In the same vein, Guzmán expressed himself, a while later, when speaking at the CGT headquarters, where he went in search of support from the leaders in the face of the negotiation: “Our government is not going to sign any adjustment agreement because it would mean prevent the economic recovery from continuing ”. He also promised “a stronger recovery in the purchasing power of wages.”
Regarding the fiscal path, the Government has already reduced the projection of the primary deficit for this year. Of the 4.5% of GDP initially budgeted (with a growth forecast lower than what was finally given and after a beginning of the year of marked discipline in spending) Economy announced last week that 2021 will end with a red close to 3, 5%. It is one of the numbers that he put on the table before the Fund’s technicians. For 2022, Guzmán’s budget project foresees a primary deficit of 3.3%, a number that is still in debate with a body that seeks to achieve fiscal balance as quickly as possible, as indicated by its well-known adjustment recipes.

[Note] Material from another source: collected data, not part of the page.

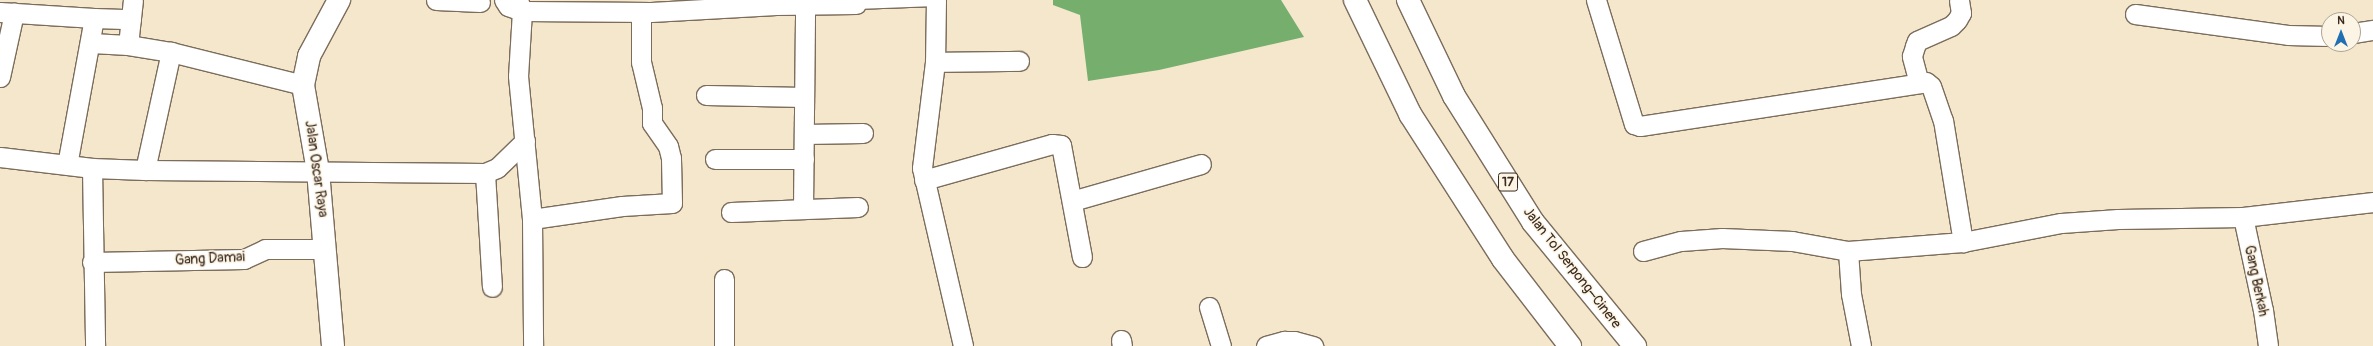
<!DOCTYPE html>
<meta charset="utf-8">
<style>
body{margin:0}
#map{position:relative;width:2373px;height:346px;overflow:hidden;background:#f4e7cc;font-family:Pangolin,sans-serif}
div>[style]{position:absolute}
.forest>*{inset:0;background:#75ae6d}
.roads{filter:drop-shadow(1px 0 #7c6c5b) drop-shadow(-1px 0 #7c6c5b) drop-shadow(0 1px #7c6c5b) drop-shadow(0 -1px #7c6c5b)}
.service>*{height:10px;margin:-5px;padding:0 5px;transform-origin:5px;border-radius:5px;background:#fff}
.minor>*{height:19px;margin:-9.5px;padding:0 9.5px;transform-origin:9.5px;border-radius:9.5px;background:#fff}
.tertiary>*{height:22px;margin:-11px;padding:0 11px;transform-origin:11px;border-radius:11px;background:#fff}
.motorway>*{height:22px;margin:-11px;padding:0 11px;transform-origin:11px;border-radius:11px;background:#fff}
span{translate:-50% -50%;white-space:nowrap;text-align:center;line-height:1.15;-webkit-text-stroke:3px #fcf5e5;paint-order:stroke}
.shield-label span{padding:1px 3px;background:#fcf5e5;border:1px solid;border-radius:3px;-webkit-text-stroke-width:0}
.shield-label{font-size:13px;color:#3b2a1e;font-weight:700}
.street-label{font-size:14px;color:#3b2a1e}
.north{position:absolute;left:2321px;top:12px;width:40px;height:40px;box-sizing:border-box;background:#fcf5e5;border:1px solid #afa495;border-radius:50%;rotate:0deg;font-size:11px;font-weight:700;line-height:16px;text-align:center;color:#3b2a1e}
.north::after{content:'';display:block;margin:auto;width:14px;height:18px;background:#1f6fb2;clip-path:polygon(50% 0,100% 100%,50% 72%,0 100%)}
</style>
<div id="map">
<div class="forest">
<i style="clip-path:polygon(1053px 0,1281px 0,1304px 37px,1159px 70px,1088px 81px,1080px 15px,1053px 5px)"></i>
</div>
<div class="roads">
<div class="service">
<i style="left:856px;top:4px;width:80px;rotate:-2.1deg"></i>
</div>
<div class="minor">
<i style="left:436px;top:0;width:44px;rotate:2.6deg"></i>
<i style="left:504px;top:0;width:7px;rotate:56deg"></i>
<i style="left:508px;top:6px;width:15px;rotate:20deg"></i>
<i style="left:522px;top:11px;width:129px;rotate:0.4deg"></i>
<i style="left:651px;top:12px;width:125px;rotate:-3.2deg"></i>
<i style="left:776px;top:5px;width:80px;rotate:-0.7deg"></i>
<i style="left:518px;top:0;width:12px;rotate:70deg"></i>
<i style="left:522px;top:11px;width:65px;rotate:93.5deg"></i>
<i style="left:518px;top:76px;width:144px;rotate:84.4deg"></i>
<i style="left:532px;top:219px;width:127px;rotate:89.5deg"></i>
<i style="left:936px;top:0;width:62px;rotate:90.9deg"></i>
<i style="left:935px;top:62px;width:107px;rotate:97deg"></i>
<i style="left:922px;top:168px;width:183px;rotate:77deg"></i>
<i style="left:1596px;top:0;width:130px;rotate:73deg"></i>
<i style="left:1634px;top:124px;width:6px;rotate:18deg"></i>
<i style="left:1640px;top:126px;width:289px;rotate:-8.7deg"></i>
<i style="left:1926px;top:82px;width:6px;rotate:39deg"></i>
<i style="left:1931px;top:86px;width:36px;rotate:71deg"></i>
<i style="left:1943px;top:120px;width:124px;rotate:80.7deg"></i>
<i style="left:1963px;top:242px;width:100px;rotate:-11deg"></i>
<i style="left:2061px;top:223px;width:57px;rotate:-4deg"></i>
<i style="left:2118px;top:219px;width:125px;rotate:-0.9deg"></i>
<i style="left:2243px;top:217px;width:131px;rotate:-6.6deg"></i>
<i style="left:0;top:12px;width:94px;rotate:3.7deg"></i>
<i style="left:94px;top:18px;width:149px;rotate:100.4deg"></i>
<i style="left:2135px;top:14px;width:154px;rotate:7.8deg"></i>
<i style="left:2288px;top:35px;width:41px;rotate:1.4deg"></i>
<i style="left:94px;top:18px;width:37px;rotate:2deg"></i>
<i style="left:2353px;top:33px;width:20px;rotate:-9deg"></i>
<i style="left:91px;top:43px;width:37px;rotate:3deg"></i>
<i style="left:128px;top:45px;width:44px;rotate:9.2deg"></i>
<i style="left:171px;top:52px;width:136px;rotate:14deg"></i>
<i style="left:128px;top:45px;width:45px;rotate:-83.7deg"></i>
<i style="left:935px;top:62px;width:84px;rotate:-0.7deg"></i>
<i style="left:0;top:77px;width:66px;rotate:-77.7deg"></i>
<i style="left:1919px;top:83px;width:28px;rotate:-105deg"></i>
<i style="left:1912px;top:56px;width:10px;rotate:-73deg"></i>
<i style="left:1915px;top:46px;width:5px;rotate:-68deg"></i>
<i style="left:1917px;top:41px;width:37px;rotate:-24deg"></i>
<i style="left:1951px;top:26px;width:8px;rotate:-45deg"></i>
<i style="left:1957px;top:20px;width:8px;rotate:-60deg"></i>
<i style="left:1961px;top:13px;width:13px;rotate:-99deg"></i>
<i style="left:706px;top:95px;width:98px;rotate:1.2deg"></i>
<i style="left:804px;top:134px;width:59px;rotate:-1deg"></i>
<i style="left:0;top:157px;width:93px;rotate:6.8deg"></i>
<i style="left:92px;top:168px;width:53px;rotate:2.2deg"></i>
<i style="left:145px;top:170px;width:340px;rotate:0.5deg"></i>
<i style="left:485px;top:173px;width:13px;rotate:-23deg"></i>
<i style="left:497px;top:168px;width:39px;rotate:-44deg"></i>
<i style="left:715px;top:159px;width:89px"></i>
<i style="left:92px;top:168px;width:178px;rotate:89deg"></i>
<i style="left:145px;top:170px;width:121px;rotate:-77.6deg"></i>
<i style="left:485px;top:173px;width:114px;rotate:86.5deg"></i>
<i style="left:924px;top:180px;width:133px;rotate:-15.7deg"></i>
<i style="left:1052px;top:144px;width:9px;rotate:6deg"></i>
<i style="left:1061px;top:145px;width:114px;rotate:79.4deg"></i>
<i style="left:1072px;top:201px;width:134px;rotate:-16deg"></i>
<i style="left:803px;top:208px;width:203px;rotate:-89.4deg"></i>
<i style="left:731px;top:212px;width:127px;rotate:-2.3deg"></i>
<i style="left:2243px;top:217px;width:95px;rotate:77.9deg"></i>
<i style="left:2263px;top:310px;width:36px;rotate:82deg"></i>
<i style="left:532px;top:219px;width:91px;rotate:-8.2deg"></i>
<i style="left:622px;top:206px;width:50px;rotate:-3.4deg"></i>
<i style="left:672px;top:203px;width:45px;rotate:-91.3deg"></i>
<i style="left:671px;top:158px;width:12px;rotate:-104deg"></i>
<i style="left:668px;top:146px;width:28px;rotate:-125deg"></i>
<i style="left:652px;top:123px;width:15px;rotate:-90deg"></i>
<i style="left:652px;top:108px;width:47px;rotate:-103.4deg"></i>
<i style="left:641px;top:62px;width:50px;rotate:-90deg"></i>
<i style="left:1643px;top:251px;width:39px;rotate:-15deg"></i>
<i style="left:1681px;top:241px;width:41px;rotate:-4.2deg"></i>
<i style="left:1722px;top:238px;width:70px;rotate:2.5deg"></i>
<i style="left:1792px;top:241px;width:57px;rotate:10.1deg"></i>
<i style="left:1848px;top:251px;width:115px;rotate:-4.5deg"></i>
<i style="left:1848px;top:251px;width:43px;rotate:86deg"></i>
<i style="left:1851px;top:294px;width:53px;rotate:79.1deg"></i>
<i style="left:92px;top:262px;width:152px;rotate:-1.1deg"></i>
<i style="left:244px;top:259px;width:23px;rotate:-25deg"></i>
<i style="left:265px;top:249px;width:60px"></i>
<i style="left:1209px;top:307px;width:41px;rotate:72.9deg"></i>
<i style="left:1121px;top:340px;width:6px;rotate:81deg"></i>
<i style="left:724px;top:346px;width:67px;rotate:-90deg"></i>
<i style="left:1266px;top:346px;width:19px;rotate:-16deg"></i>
<i style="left:1284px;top:341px;width:10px"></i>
<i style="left:1294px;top:341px;width:20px;rotate:15deg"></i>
</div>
<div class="tertiary">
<i style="left:333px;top:346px;width:176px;rotate:-94.9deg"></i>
<i style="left:318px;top:171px;width:87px;rotate:-99.9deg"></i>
<i style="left:303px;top:85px;width:30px;rotate:-78deg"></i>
<i style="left:309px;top:56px;width:64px;rotate:-61.8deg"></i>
</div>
<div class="motorway">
<i style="left:1355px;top:0;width:127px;rotate:64.2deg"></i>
<i style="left:1410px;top:114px;width:172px;rotate:57.3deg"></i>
<i style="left:1503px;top:259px;width:110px;rotate:52.4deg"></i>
<i style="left:1408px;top:0;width:106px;rotate:64.4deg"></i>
<i style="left:1454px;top:96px;width:149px;rotate:57.9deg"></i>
<i style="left:1533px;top:222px;width:161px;rotate:50.6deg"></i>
</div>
</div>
<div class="shield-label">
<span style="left:1508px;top:182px">17</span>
</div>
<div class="street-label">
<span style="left:316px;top:169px;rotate:82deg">Jalan Oscar Raya</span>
<span style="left:210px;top:259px;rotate:-3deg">Gang Damai</span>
<span style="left:1572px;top:268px;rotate:52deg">Jalan Tol Serpong–Cinere</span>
<span style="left:2256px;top:281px;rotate:78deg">Gang Berkah</span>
</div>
<div class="north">N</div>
</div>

However, official sources affirm that the debate with the IMF does not go so much through the fiscal path but through how to finance the red of public accounts. The Budget project foresees for next year that the monetary issue to cover it will be reduced to 1.8% of GDP (this year it will exceed 3%). The body wants it to be lower. As posted yesterday Ambit, One of the alternatives in dance to reduce monetary financing is to increase funding from multilateral banks and the possibility of receiving some US $ 5 billion in this way is being considered in 2022.
At the exchange rate, the main debate is how to reduce a gap that today exceeds 100%. The consensus is that there is no devaluation jump, an official source told this newspaper. In the Government they trust that the Fund will validate the continuity of the central aspects of the current exchange controls, especially those that weigh on the purchase of foreign currency for hoarding, since a recovery of the reserves would be unimaginable if the stocks were lifted. It remains to see how the negotiations progress in the coming days.